Round 2: Distance Learning

This week we were asked to consider and discuss the merits of learning technology solutions in the context of a corporate training requirement to train employees on a new information system who were in dispersed sites. Training employees on new information systems or applications can is always a daunting task. There will be all sorts of resistance and friction from the employees. Some will complain about the time and energy required to master a new process. Others will moan about how the old system was just fine and why should management change something that was not broken. Even those employees who consider themselves as technology early adopters will gripe about the new system not being the “state of the art” version that only true technocrati know about.

These are all factors that will cause friction during the implementation of training of a new information system in a training environment where the employees are co-located, but imagine these challenges being compounded by having employees who work at geographically dispersed sites. Fortunately, distance education technologies have evolved to the point where effective, symmetrical training is not only possible, it can be the instructional learning mode of choice.

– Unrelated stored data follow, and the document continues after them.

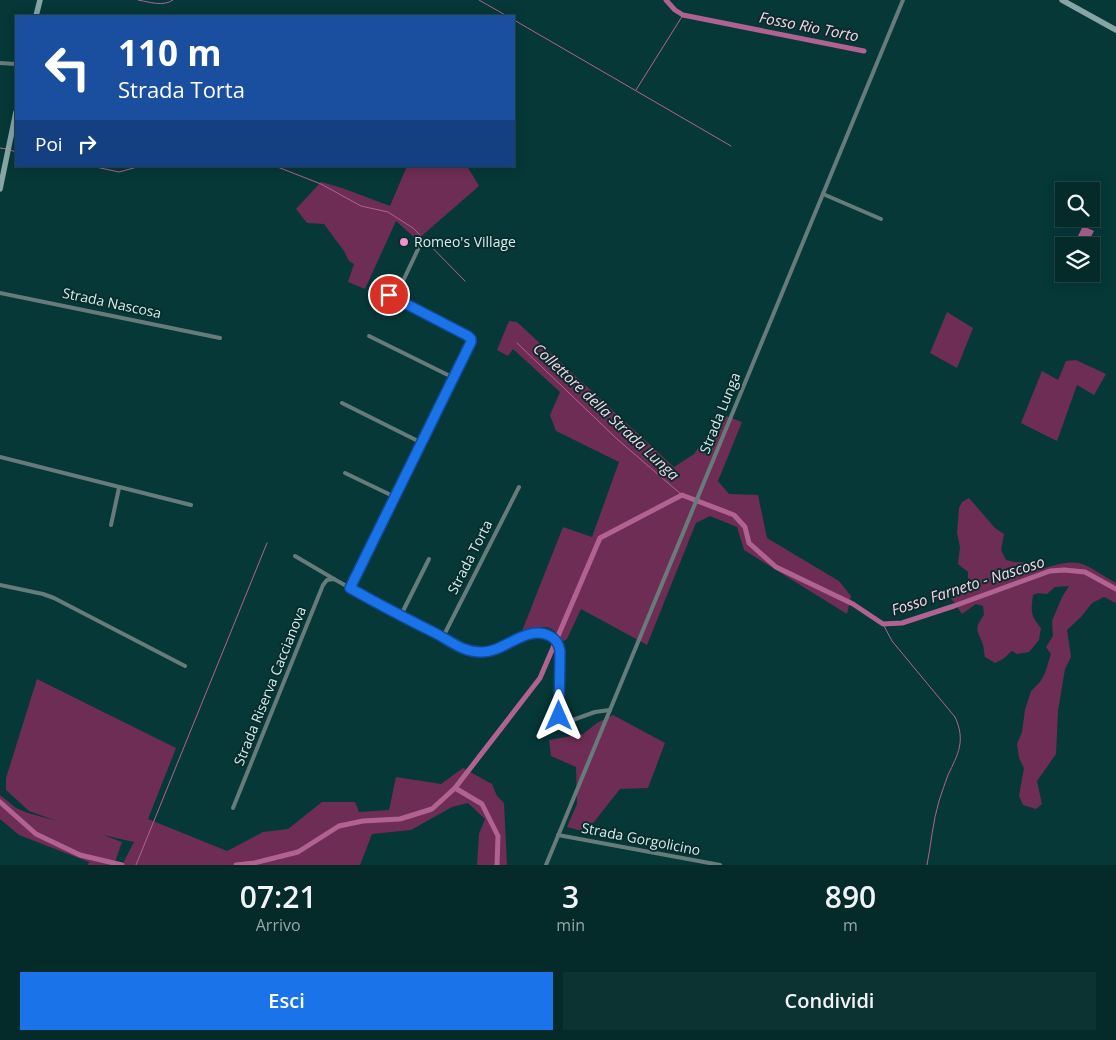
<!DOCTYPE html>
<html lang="it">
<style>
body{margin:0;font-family:"Open Sans",sans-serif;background:#0d3232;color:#f1f3f6;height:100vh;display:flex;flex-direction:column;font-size:19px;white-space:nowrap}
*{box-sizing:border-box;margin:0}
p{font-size:16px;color:#97a7a8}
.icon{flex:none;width:28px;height:28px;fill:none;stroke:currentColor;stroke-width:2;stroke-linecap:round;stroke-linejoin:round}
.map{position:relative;height:865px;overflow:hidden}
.sheet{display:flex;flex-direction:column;background:#042a2a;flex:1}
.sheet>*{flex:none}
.top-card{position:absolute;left:15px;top:15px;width:500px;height:152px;border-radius:0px;box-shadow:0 2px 12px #0003,0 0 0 1px #254647;background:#1a4fa0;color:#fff;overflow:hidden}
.controls{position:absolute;left:1055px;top:182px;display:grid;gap:10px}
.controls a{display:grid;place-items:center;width:45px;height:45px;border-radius:0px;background:#042a2a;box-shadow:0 2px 12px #0003,0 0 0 1px #254647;font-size:25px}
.pin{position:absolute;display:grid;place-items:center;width:42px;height:42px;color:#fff;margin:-21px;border:2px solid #fff;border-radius:50%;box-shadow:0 1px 5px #0007}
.me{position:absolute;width:55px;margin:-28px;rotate:0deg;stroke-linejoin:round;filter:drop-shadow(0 0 4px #0008)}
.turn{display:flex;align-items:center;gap:18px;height:105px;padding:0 20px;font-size:22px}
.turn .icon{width:65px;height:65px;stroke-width:2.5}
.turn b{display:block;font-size:35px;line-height:42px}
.then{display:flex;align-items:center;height:48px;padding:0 20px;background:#0003;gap:10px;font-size:19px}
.eta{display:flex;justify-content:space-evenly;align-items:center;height:85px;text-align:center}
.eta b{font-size:30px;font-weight:600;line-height:35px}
.button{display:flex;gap:10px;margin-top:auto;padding:10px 20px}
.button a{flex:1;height:58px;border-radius:0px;background:#1a73e8;color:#fff;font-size:20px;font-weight:600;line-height:58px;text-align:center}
.button a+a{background:#0d3232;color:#f1f3f6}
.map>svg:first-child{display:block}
.green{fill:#6e2d55}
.water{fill:#b26291}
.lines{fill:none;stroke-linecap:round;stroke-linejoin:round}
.stream{stroke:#b26291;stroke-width:1}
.canal{stroke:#b26291;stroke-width:5}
.street{stroke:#687b7b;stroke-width:4}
.secondary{stroke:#87a5a5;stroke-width:5.5}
.route-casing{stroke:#114b97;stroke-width:12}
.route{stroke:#1a73e8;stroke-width:9}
.poi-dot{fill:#f890cc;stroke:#092d2d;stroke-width:2}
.labels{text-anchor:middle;stroke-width:4;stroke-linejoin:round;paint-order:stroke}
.poi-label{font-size:14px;fill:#d5ecec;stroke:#092d2d;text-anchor:start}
.street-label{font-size:14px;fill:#d5ecec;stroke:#092d2d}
.water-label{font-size:15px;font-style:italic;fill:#ffd2e9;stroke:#092d2d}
</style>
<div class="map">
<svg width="1116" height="865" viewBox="0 0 1116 865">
<rect width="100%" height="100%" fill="#063838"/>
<!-- green -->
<g class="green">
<path d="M 407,166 L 467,166 L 479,186 L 417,240 L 396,221 L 365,289 L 348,282 L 354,264 L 349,261 L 344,251 L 324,224 L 307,223 L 296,209 L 321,182 L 342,188 L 390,206 Z"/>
<path d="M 947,312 L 973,328 L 957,368 L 930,353 Z"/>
<path d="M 509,321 L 517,322 L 674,467 L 694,454 L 721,414 L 742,422 L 718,481 L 729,494 L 758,495 L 767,538 L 839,581 L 851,596 L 847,614 L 744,550 L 737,527 L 710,516 L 696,523 L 647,645 L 581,609 L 567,639 L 562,642 C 552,621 542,627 522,631 L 563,527 L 592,537 L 619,462 L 556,431 L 550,415 L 560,392 L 513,349 L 508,356 L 497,350 Z"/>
<path d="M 1076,360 L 1106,374 L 1094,395 L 1077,385 L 1057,441 L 1021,423 L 1042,371 L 1058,380 L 1066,361 Z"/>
<path d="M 969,498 L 995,528 L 1004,534 L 1001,550 L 1006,560 L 1015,562 L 1032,563 L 1039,570 C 1055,565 1070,559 1085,565 C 1096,570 1106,578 1116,583 L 1116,603 L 1104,597 L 1092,603 L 1081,617 L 1067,630 L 1071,657 L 1065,669 L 1058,711 L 1056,754 L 1037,781 L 1042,804 L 1036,809 L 1023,805 L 1019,796 L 1024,768 L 1019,758 L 1017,744 L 1022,732 L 1025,710 L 1031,691 L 1040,682 L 1045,673 L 1051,654 L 1046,647 L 1053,636 L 1052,621 L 1062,597 L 1069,586 L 1055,587 L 1047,594 L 1038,593 L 1033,595 C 1031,611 1030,615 1041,628 L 1039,640 L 1029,652 L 1017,654 L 1012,651 L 1003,659 L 995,663 L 985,657 C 984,653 984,649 983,645 C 978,630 973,630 984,615 L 983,606 L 976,604 L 962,614 L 951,598 L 968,586 L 968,572 L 958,564 L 960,547 L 957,533 L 959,508 L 962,502 Z"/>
<path d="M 37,679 L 176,748 L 148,819 L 227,851 L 263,832 L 288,829 L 322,802 L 355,802 L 359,812 L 389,810 L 396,777 L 441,784 L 463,768 L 492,784 L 497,796 L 504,803 L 507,865 L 477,865 L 479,834 L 485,819 L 468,803 L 452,807 L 411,830 L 372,834 L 360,865 L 122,865 L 134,842 L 103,835 L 122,842 L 114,865 L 88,865 L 89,862 L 19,835 L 0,819 L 0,795 L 16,808 L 28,813 L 57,821 L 29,811 L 6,790 L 6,778 Z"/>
<path d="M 613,715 L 665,743 L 648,788 L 620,789 L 586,832 L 567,827 L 577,804 L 576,767 L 551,756 L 549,740 L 583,734 L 597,723 Z"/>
</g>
<!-- water -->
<path class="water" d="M 1083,226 L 1094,231 L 1086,246 L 1073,246 Z"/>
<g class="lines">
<!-- stream -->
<g class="stream">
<path d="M 138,0 C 150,2 163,7 173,0"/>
<path d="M 479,0 L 507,16"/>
<path d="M 514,20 L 731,146"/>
<path d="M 636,90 L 683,15"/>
<path d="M 0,148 L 7,149"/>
<path d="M 10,150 L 16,152"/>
<path d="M 91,166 L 119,172 L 141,166"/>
<path d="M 275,166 L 321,184 L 361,206 L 388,212 L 413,228 L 465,281"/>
<path d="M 517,343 L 617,439 L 682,495"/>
<path d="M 883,624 L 892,641 L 955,717 C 966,741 958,754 948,775 C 945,783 942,792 939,801 C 933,821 931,844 927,865"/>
<path d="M 136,865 L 267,543"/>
</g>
<!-- canal -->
<g class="canal">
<path d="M 666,0 L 675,10 L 683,15 L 864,51"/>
<path d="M 455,788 L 540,678 L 600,538 L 682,495 L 734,515 L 745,527 L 749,543 L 776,567 L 853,604 L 883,624 L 902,623 L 954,606 L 1050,571 L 1064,570 L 1085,572 L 1116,589"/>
<path d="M 0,802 L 36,834 L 80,855 L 122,865"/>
<path d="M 236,865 L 254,863 L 298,852 L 339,826 L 363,821 L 400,819 L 432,809 L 455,788 L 482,804 L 498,836 L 497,865"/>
</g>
<!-- street -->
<g class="street">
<path d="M 0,63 L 16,64"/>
<path d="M 823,194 L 881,219"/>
<path d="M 0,293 L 220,338"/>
<path d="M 389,295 L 468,336 L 471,339 L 471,342 L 350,588 C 378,604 407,618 436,633 C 450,641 460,651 477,652 C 482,653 487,652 492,651 C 510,645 549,616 559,648 L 558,712 C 559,718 561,722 567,722 L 595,712 L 610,710"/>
<path d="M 395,298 L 420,245"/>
<path d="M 369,336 L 454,378"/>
<path d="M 342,403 L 422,443"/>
<path d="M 0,457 L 191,505"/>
<path d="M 345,473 L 395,497"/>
<path d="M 111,525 L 119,488"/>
<path d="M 295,556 L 334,579"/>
<path d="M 0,585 L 43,594 L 54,598 L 185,666"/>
<path d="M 401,615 L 429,559"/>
<path d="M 443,637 L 519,487"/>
<path d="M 233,808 L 323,585 L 327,580 L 334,579 L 350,588"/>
<path d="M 558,835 L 720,865"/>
<path d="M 546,865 L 903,0"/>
</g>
<!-- secondary -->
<g class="secondary">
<path d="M 1062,0 L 1116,30"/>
<path d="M 36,16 L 40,0"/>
<path d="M 0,189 L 16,112"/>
</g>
</g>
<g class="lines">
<defs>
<path id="route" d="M 389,295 L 468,336 L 471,339 L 471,342 L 350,588 C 378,604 407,619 435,633 C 451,641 462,652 481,652 C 504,653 526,624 550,636 C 556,639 559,644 560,651 L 559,716"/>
</defs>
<!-- route casing -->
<use href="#route" class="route-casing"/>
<!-- route -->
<use href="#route" class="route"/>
</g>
<!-- markers -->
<circle class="poi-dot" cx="404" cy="242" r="5"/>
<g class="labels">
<!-- poi labels -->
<g class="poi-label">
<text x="414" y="247">Romeo's Village</text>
</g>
<!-- street labels -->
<g class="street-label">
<text transform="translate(112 303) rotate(12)" y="5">Strada Nascosa</text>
<text transform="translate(720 413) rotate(-68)" y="5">Strada Lunga</text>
<text transform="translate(470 557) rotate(-63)" y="5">Strada Torta</text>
<text transform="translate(270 686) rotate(-68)" y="5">Strada Riserva Caccianova</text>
<text transform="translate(641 839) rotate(11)" y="5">Strada Gorgolicino</text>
</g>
<!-- water labels -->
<g class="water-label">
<text transform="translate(809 27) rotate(11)" y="5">Fosso Rio Torto</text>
<text transform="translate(606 412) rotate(43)" y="5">Collettore della Strada Lunga</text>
<text transform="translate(968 586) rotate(-18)" y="5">Fosso Farneto - Nascoso</text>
</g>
</g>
</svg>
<div class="controls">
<a><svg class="icon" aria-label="search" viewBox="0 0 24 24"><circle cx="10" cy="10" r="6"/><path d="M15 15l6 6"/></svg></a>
<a><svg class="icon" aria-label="layers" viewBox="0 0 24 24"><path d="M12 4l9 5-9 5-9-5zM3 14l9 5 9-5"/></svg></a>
</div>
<div class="pin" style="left:389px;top:295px;background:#d93025"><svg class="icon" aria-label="arrive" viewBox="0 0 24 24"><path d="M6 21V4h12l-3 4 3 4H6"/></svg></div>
<svg class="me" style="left:559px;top:716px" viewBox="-20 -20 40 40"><path d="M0-17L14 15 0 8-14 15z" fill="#1a73e8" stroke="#fff" stroke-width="4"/></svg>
<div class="top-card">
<div class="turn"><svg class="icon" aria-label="left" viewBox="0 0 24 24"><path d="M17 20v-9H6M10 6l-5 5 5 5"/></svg><div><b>110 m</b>Strada Torta</div></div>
<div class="then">Poi<svg class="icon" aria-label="right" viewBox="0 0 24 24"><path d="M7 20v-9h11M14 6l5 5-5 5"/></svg></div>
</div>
</div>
<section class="sheet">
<div class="eta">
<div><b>07:21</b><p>Arrivo</p></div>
<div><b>3</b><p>min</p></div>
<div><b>890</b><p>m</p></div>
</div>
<div class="button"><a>Esci</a><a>Condividi</a></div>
</section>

One collaborative learning technology tool that has made great strides over the past few years is Web conferencing. Through this technology business can conduct a range of interactive, collaborative communications. Through proprietary Web-conferencing applications such as Webex®, or GotoMeeting® instructional designers can also develop and implement effective and engaging collaborative training. From, Simonson et al. on the capabilities of this tool as a learning technology:

“Web conferencing, combining telephone and Web technologies, overcome the limitations of voice-only technologies through the provision of “application sharing” of voice-only technologies through the provision of “application sharing,”…Virtual classrooms focus on synchronous teacher-student and student-student interaction through application-sharing and voice over IP. Virtual classrooms have been available for several years, but only recently…has usability advanced to a level considered acceptable by many. (2012).

Key to an effective Web conferencing capability is having the bandwidth required to support streaming video and audio feeds that can facilitate real-time interaction between learners and instructors. This interactive feature enriches the learning experience through discussions, feedback and collaborative dialog. It is not only the applications and the system hardware. Many Web conferencing systems also offer a screen sharing capability where remote users with the proper system credentials can access another users system to demonstrate a technique or process for an application.

Web conferencing can be an effective collaborative learning tool; however, there are some considerations that IDs should factor into their instructional design. A key one, is that the number of students participating at a given time during the training. As noted by In Tony Bates’ 12 ‘‘golden rules’’ for the use of technology in education the eight one discusses student size. From Simonson et al., “…student numbers are critical. Although this observation is made in the context of cost and media selection, student numbers are, indeed, critical in at least two other respects: class and working – (or discussion-) group size…The literature clearly indicates that there are practical limits beyond which the quality of instruction and learning are compromised.” (p. 179, 2012).

Critics of using Web conferencing as a training mode may point out that this method does not provide the personal, face-to-face experience, and that is a valid point. Yet, IDs should ask what better media to conduct information system training then the actual platform device where the system is used in a business context?


Simonson, M., Smaldino, S., Albright, M., & Zvacek, S. (2012). Teaching and learning at a distance: Foundations of distance education (5th Ed.) Boston, MA: Pearson.